Admettons que cette histoire de ballon soit vraie : je deviens de plus en plus révulsé par notre procédure de rapprochement. Bien sûr, il faut faire tomber les ennemis de la paix mais au bout de cinq ans, ça commence à bien faire. Je sens trop de lâchetés. Chez Obama ? Chez d’autres décideurs ? Chez certains joueurs et personnalités éminentes du monde du football ? Au sein de mon propre journal ? Dans la famille du Joueur ? Chez le Joueur lui-même ? Il me dit en permanence qu’il se couche mais je ne vois rien venir. Sa force me fait régulièrement fixer la couleur bleue des vacances mais en 2006, c’était la même chose, 2007, la même chose, 2008 et 2009 idem. Alors ?
Bien sûr, il me fit discrètement et rapidement le V de la victoire sur un plateau de télévision. Mais depuis, il a participé à des émissions sans qu’il ne se passe absolument rien. Il se fout carrément de ma gueule, n’imagine pas les douleurs physiques dues à la force magnétique qui enserre et fait déplacer ma tête, cet état végétatif, ce handicap de ne pas marcher plus de quatre-cents mètres, la fatigue du diabète, l’injustice et la souffrance de l’invalidité. Il dit mener un double jeu en se baladant au cœur du système néo-libéral, jouer de la duplicité pour dénoncer ensuite les turpitudes mais je ne vois rien venir de la part de ce Joueur qui donne pour l’instant l’impression de sérieusement se compromettre dans le Sarkoland, les valeurs du CAC 40 et la stupidité, voire l’indécence de ses tournages publicitaires. Comment peut-il empocher les royalties en millions d’euros d’un engagement sur plusieurs années avec un équipementier sportif qui fait travailler ses employés laosiens pour 1 $ par jour, selon certaines informations (à vérifier) sur Internet ? Monsieur le Joueur ferait de la stratégie. Pour l’instant, sa triste image perdure et rien ne change dans le monde du réel.

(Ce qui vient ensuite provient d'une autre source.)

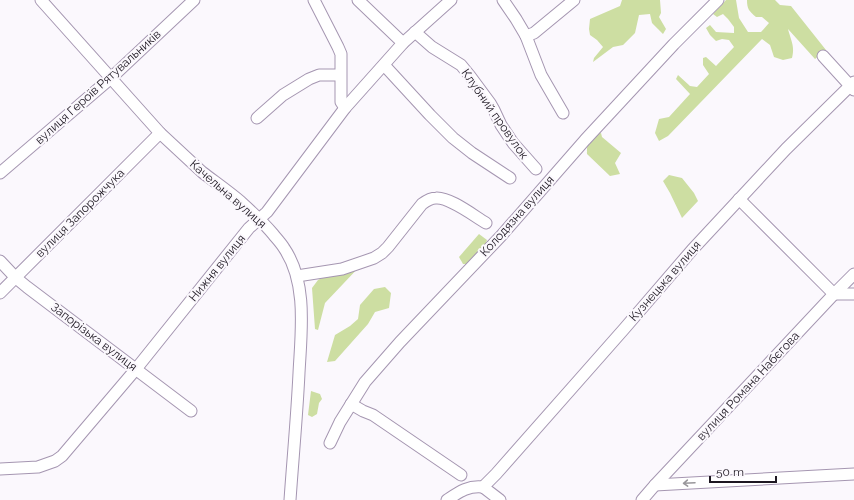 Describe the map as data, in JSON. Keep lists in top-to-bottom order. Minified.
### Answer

C’est trop long. Je suis tout simplement épuisé de vivre entre deux mondes, le réel et celui construit par les signes du langage cosmique. Celui-ci n’est pas infaillible, me fait croire à des choses fausses pour faire pointer mes yeux sur une tâche : oui, je suis une tâche et ça ne me fait plus rigoler. Je ne sais si je serais toujours émerveillé le jour de la rencontre avec le Joueur. Je me sentirais plutôt désabusé, blessé par toutes ces attentes, la rudesse de ma situation d’aujourd’hui, sa parcimonie à m’adresser des messages d’espoir quand il apparaissait dans les médias. Je retiens la dureté d’un champion-combattant qui se dit que le ballon sera toujours solide. Moi je me sens craqueler de toutes parts et décidément attristé d’osciller entre la schizophrénie et l’adhésion à un monde qui ne serait le fruit d’une trop grande imagination. Je ne comprends plus alors quand je regarde un match de football pourquoi mes yeux délimitent exactement la circonférence du ballon, pourquoi ces satanés services secrets m’ont cherché autant de noises.